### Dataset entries
+++++

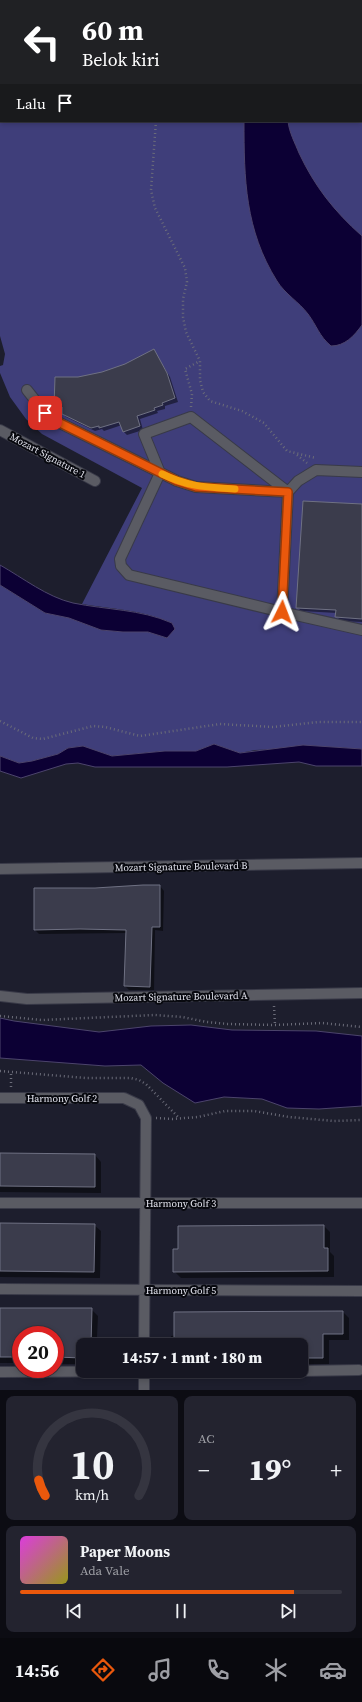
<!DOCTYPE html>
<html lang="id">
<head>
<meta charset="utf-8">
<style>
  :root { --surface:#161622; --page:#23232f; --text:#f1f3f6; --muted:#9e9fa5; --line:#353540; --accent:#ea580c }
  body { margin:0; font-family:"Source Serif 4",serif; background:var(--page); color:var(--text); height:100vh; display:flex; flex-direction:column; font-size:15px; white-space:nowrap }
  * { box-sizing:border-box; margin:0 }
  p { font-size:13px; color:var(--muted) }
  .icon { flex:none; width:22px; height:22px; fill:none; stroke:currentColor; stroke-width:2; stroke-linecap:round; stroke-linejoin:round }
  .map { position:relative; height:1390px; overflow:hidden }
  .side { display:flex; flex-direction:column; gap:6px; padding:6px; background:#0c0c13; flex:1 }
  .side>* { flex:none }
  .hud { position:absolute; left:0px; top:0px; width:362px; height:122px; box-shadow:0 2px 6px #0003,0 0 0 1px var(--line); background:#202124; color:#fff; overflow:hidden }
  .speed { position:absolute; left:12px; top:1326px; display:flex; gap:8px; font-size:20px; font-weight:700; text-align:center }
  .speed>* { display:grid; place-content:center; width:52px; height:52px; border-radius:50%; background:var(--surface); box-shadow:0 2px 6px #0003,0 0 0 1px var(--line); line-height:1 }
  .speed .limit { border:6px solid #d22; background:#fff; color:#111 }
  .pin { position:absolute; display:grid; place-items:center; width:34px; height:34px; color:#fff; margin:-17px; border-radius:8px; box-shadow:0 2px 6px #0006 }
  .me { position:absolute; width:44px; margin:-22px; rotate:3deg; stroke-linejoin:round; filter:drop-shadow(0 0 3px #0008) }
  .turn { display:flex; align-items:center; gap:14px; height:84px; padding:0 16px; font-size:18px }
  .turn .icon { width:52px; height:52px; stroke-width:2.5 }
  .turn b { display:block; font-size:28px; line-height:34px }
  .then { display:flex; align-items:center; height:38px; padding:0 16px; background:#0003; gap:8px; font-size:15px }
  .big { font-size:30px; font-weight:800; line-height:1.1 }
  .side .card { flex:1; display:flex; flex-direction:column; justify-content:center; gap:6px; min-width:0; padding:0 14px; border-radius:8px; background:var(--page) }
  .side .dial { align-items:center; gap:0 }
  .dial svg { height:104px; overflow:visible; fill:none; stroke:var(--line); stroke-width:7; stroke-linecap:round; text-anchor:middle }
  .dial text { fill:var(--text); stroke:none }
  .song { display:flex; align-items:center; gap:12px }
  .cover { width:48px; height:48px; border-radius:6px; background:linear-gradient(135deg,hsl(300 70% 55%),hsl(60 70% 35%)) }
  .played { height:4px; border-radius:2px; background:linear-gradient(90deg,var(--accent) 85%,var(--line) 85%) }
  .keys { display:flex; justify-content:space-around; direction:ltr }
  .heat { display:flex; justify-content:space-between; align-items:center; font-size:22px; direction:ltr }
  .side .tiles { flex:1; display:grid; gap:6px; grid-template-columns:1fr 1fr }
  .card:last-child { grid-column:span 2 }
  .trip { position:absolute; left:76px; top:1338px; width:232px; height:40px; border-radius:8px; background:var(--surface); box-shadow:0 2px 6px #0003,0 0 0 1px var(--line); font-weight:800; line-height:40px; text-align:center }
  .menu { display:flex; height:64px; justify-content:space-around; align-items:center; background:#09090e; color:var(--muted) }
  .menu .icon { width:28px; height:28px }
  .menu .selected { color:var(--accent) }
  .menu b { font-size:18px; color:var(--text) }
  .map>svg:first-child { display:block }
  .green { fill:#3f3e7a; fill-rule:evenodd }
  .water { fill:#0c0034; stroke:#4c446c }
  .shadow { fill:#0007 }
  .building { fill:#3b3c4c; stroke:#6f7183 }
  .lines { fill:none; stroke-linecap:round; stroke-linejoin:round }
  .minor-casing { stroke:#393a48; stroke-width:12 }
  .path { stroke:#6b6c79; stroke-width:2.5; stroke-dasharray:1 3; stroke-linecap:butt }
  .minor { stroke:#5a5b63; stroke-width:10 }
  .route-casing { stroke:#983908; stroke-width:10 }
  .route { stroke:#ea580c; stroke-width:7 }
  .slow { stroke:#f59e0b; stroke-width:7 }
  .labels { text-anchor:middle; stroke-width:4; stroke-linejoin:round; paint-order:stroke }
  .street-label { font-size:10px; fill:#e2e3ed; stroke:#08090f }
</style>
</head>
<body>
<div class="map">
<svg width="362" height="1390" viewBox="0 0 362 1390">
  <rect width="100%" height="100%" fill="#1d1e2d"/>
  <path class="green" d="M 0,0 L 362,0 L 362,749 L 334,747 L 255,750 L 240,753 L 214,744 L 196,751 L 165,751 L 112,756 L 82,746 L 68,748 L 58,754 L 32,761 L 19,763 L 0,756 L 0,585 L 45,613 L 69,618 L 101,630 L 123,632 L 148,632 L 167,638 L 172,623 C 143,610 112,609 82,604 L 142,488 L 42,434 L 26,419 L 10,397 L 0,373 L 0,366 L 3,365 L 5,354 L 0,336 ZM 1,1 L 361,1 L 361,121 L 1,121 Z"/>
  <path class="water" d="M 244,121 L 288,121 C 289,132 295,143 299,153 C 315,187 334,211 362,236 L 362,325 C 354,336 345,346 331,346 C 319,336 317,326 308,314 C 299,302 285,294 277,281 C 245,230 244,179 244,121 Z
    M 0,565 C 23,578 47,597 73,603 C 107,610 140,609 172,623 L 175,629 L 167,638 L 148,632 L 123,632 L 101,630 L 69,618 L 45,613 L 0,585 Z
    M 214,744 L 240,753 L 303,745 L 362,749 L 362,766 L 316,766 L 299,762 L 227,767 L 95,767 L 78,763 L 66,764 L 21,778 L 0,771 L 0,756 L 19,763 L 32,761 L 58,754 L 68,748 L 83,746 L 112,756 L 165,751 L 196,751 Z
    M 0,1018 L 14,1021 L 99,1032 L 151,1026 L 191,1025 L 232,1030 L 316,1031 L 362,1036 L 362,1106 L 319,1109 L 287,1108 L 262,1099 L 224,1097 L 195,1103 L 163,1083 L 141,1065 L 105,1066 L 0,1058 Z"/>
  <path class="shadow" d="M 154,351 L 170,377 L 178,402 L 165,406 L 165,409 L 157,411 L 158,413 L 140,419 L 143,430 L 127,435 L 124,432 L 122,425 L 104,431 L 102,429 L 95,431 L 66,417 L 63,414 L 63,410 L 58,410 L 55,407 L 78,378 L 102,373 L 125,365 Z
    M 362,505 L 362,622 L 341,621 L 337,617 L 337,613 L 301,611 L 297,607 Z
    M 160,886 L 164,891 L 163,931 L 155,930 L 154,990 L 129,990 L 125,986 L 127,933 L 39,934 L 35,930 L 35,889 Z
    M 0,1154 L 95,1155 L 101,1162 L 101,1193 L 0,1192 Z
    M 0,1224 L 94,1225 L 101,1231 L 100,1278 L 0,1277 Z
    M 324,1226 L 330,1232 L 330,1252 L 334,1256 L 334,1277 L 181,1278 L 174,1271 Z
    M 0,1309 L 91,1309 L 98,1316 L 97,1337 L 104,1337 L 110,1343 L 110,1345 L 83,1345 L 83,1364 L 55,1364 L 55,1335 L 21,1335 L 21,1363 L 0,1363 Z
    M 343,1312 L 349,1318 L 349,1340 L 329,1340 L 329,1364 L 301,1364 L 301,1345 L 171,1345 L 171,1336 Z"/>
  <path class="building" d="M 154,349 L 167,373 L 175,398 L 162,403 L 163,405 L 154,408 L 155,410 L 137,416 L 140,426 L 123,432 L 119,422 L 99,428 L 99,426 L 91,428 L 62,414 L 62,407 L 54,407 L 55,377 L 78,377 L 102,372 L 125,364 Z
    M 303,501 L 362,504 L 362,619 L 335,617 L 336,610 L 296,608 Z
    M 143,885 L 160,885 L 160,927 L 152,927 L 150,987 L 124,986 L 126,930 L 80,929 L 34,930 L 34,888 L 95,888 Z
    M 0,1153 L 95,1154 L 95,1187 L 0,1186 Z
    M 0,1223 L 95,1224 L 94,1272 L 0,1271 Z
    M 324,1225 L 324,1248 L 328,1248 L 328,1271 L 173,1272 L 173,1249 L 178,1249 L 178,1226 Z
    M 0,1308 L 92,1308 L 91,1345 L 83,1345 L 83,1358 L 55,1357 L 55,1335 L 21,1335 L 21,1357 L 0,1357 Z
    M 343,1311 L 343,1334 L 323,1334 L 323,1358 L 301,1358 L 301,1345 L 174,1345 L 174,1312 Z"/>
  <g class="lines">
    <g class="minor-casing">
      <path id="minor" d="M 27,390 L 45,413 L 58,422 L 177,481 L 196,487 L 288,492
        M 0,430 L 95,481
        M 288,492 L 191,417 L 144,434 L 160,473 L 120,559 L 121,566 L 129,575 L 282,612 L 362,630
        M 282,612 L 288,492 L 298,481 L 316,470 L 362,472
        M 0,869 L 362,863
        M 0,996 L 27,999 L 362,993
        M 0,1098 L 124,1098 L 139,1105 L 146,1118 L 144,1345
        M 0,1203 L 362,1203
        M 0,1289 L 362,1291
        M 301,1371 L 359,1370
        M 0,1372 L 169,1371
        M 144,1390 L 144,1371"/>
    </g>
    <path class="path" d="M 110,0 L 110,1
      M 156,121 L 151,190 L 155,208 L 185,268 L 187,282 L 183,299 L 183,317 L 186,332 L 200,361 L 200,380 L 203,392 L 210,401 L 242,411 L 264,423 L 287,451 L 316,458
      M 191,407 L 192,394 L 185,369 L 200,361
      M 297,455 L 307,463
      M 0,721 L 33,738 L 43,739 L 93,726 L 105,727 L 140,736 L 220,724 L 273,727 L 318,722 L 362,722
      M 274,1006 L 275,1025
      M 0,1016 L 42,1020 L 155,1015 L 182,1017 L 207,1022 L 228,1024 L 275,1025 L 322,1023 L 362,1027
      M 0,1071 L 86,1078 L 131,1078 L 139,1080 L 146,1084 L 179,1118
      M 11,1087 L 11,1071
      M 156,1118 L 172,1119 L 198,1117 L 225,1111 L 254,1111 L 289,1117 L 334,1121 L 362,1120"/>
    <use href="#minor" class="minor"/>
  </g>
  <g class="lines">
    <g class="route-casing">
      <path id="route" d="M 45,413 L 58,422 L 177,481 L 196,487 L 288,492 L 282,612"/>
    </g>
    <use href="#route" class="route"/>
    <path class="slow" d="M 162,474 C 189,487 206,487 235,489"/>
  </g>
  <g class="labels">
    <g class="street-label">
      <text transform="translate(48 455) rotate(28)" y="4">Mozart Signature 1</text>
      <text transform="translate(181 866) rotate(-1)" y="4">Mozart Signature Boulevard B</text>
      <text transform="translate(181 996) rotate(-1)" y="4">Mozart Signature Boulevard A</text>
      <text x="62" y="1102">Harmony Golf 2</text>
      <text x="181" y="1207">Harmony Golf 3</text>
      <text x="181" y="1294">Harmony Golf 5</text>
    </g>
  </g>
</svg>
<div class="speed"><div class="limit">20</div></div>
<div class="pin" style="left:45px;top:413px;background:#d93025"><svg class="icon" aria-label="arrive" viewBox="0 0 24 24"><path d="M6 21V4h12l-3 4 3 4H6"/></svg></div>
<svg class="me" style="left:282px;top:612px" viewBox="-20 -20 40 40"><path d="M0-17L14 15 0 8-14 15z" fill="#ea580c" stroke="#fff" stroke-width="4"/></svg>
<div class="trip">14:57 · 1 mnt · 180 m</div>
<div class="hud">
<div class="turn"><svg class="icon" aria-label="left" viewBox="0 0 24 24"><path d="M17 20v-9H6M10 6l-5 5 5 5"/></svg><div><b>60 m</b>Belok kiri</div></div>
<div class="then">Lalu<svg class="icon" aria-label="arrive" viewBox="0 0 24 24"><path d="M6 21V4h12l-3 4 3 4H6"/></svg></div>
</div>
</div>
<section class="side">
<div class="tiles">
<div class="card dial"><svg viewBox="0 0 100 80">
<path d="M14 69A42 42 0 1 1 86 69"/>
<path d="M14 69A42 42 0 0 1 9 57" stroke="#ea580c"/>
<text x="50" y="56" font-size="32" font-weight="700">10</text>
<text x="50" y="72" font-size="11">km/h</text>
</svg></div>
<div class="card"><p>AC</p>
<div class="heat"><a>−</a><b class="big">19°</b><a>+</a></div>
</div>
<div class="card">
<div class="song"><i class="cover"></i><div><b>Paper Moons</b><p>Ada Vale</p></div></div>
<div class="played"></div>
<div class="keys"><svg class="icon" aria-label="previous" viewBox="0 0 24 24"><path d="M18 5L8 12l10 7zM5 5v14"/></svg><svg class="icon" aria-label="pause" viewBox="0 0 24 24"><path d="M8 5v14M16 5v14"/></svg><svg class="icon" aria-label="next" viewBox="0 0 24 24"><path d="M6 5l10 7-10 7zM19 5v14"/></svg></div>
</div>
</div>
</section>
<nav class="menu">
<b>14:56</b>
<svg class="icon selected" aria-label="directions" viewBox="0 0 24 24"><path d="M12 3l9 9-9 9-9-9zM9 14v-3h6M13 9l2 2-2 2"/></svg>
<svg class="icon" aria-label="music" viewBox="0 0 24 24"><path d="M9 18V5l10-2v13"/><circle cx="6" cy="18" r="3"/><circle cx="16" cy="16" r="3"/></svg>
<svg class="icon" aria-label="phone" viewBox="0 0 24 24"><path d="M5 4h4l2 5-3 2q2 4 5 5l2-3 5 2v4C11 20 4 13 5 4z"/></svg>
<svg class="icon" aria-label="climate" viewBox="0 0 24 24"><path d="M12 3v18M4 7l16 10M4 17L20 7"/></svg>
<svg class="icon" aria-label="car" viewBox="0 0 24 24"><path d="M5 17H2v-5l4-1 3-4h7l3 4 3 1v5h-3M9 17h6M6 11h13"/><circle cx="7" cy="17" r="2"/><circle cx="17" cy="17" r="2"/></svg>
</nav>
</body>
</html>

+++++

### Instructions for the task
When a line in the records above contains the word "limit", copy it.

### Response area
  .speed .limit { border:6px solid #d22; background:#fff; color:#111 }
<div class="speed"><div class="limit">20</div></div>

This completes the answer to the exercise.